Interface or an Abstract Class: which one to use?
Please explain when I should use a PHP interface
and when I should use an abstract class
?
How I can change my abstract class
in to an interface
?
Use an interface when you want to force developers working in your system (yourself included) to implement a set number of methods on the classes they'll be building.
Use an abstract class when you want to force developers working in your system (yourself included) to implement a set numbers of methods and you want to provide some base methods that will help them develop their child classes.

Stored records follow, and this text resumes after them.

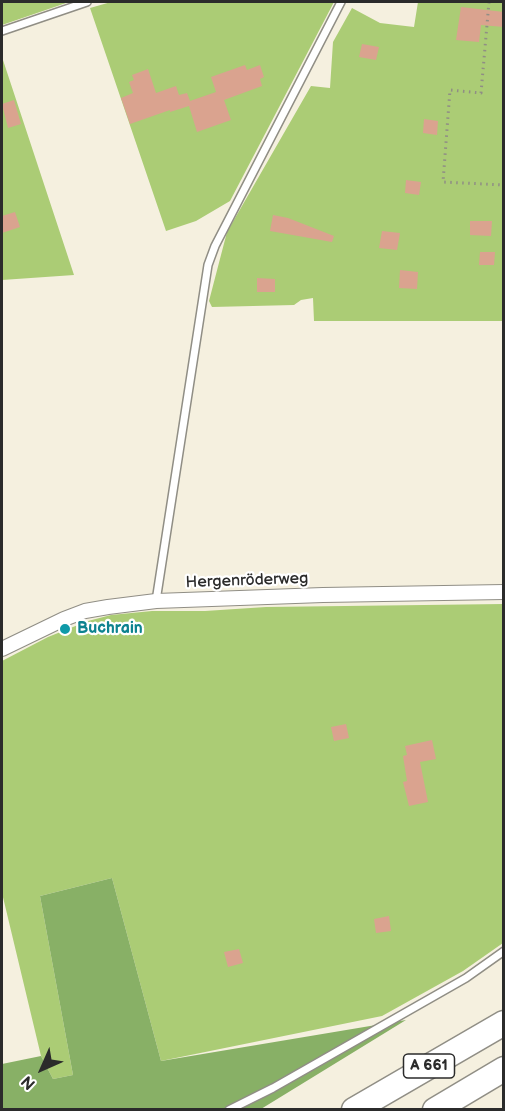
<!DOCTYPE html>
<meta charset="utf-8">
<style>
body{margin:0}
#map{position:relative;width:505px;height:1111px;overflow:hidden;background:#f5f0df;font-family:"Balsamiq Sans",sans-serif}
canvas{display:block}
.frame{position:absolute;inset:0;border:3px solid #2b2b2b;pointer-events:none}
.north{position:absolute;left:12px;top:1039px;width:60px;height:60px;-webkit-text-stroke:4px #fff;paint-order:stroke;rotate:225deg;font-size:16px;font-weight:700;line-height:24px;text-align:center;color:#2b2b2b}
.north::after{content:'';display:block;margin:auto;width:21px;height:27px;background:#2b2b2b;clip-path:polygon(50% 0,100% 100%,50% 72%,0 100%)}
</style>
<div id="map">
<canvas width="505" height="1111"></canvas>
<div class="frame"></div>
<div class="north">N</div>
</div>
<script>
const g = document.querySelector('canvas').getContext('2d');
g.lineJoin = 'round';
function fillPath(path, color) {
  g.fillStyle = color;
  g.fill(path, 'evenodd');
}
function stroke(path, color, width, dash) {
  g.strokeStyle = color;
  g.lineWidth = width;
  g.lineCap = dash ? 'butt' : 'round';
  g.setLineDash(dash || []);
  g.stroke(path);
}
function label(font, color, halo, rows, align = 'center') {
  g.font = font + ' "Balsamiq Sans",sans-serif';
  g.lineWidth = 4.5;
  g.setLineDash([]);
  g.textBaseline = 'middle';
  g.strokeStyle = halo;
  g.fillStyle = color;
  for (const [text, x, y, turn = 0] of rows) {
    g.save();
    g.translate(x, y);
    g.rotate((+turn || 0) * Math.PI / 180);
    g.textAlign = isNaN(turn) ? turn : align;
    if (halo) g.strokeText(text, 0, 0);
    g.fillText(text, 0, 0);
    g.restore();
  }
}
fillPath(new Path2D(`
 M2,2h67l-67,23z
 M111,2h223l-104,199 -34,20 -30,10 -76,-223z
 M418,2h85v319h-189l-1,-23 -12,2 -7,5 -82,2 -3,-6 18,-69 84,-146 19,2 3,-46 19,-34 28,15 34,4z
 M2,57l72,218 -72,5z
 M503,604v339l-40,28 -81,45 -221,45 -49,-183 -72,18 33,179 -20,4 -12,-23 -39,-163v-232l46,-24 40,-16 23,-6 41,-4h53l61,-4z`), '#abcc75');
fillPath(new Path2D(`
 M112,878l49,183 245,-41 -145,89h-259v-45l39,-8 12,23 20,-4 -33,-179z`), '#88b066');
fillPath(new Path2D(`
 M461,7l43,5v15l-23,-2 -2,17 -23,-2z
 M362,44l17,3 -3,13 -17,-3z
 M245,65l2,5 13,-5 4,12 -4,2 2,7 -38,14 7,20 -34,12 -8,-26 -19,6v-2l-40,14 -9,-26 12,-5 -4,-11 5,-2 -2,-5 16,-6 8,24 20,-7 3,9 8,-2 3,8 26,-9 -5,-15z
 M14,100l7,24 -13,4 -6,-24z
 M424,119l14,2 -1,14 -14,-2z
 M406,180l15,2 -2,13 -14,-2z
 M15,212l5,15 -18,6v-17z
 M273,215l15,3 46,18 -2,6 -62,-11z
 M470,221h22l-1,15 -21,-1z
 M382,231l18,2 -3,17 -18,-2z
 M480,252h15l-1,13h-15z
 M400,270l18,2 -1,17 -18,-1z
 M257,278l18,1v13h-18z
 M346,724l3,14 -15,3 -3,-14z
 M432,740l4,19 -16,3 8,40 -19,4 -6,-24 4,-1 -4,-25 4,-1 -2,-9z
 M389,916l2,15 -15,2 -2,-14z
 M239,949l4,14 -15,4 -4,-15z`), '#daa38f');
const service = new Path2D(`
 M2,31l85,-29
 M156,601l52,-336 7,-19 126,-244
 M229,1110l44,-22 193,-110 38,-27`);
const minor = new Path2D(`
 M2,649l62,-30 21,-8 23,-4 48,-6 167,-6 181,-3`);
const motorway = new Path2D(`
 M354,1110l150,-87
 M435,1110l69,-41`);
stroke(service, '#908e85', 10);
stroke(minor, '#908e85', 16);
stroke(motorway, '#908e85', 27);
stroke(new Path2D(`
 M489,2l-8,91 -31,-3 -7,92 61,3`), '#908e85', 3, [1.5, 4.5]);
stroke(service, '#fff', 7);
stroke(minor, '#fff', 14);
stroke(motorway, '#fff', 24);
for (const [x, y, r, color] of [
 [65,629,6,"#0f9aa8"]
]) {
  const dot = new Path2D();
  dot.arc(x, y, r, 0, 2 * Math.PI);
  g.fillStyle = color;
  g.fill(dot);
  stroke(dot, '#fff', 2);
}
for (const [x, y, w] of [
 [429,1066,51]
]) {
  const box = new Path2D();
  box.roundRect(x - w / 2, y - 12, w, 24, 4.5);
  g.fillStyle = '#fff';
  g.fill(box);
  stroke(box, '#2b2b2b', 1.5);
}
label('bold 15px', '#2b2b2b', null, [
 ["A 661",429,1066]
]);
label('16px', '#2b2b2b', '#fff', [
 ["Hergenröderweg",247,581,-2]
]);
label('bold 16px', '#0d838f', '#fff', [
 ["Buchrain",77,629]
], 'left');
</script>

Another thing to keep in mind is client classes can only extend one abstract class, whereas they can implement multiple interfaces. So, if you're defining your behavior contracts in abstract classes, that means each child class may only conform to a single contract. Sometimes this a good thing, when you want to force your user-programmers along a particular path. Other times it would be bad. Imagine if PHP's Countable and Iterator interfaces were abstract classes instead of interfaces.
One approach that's common when you're uncertain which way to go (as mentioned by cletus below) is to create an interface, and then have your abstract class implement that interface.
The differences between an Abstract Class
and an Interface
:
Abstract Classes
An abstract class can provide some functionality and leave the rest for derived class.
The derived class may or may not override the concrete functions defined in the base class.
A child class extended from an abstract class should logically be related.
Interface
An interface cannot contain any functionality. It only contains definitions of the methods.
The derived class MUST provide code for all the methods defined in the interface.
Completely different and non-related classes can be logically grouped together using an interface.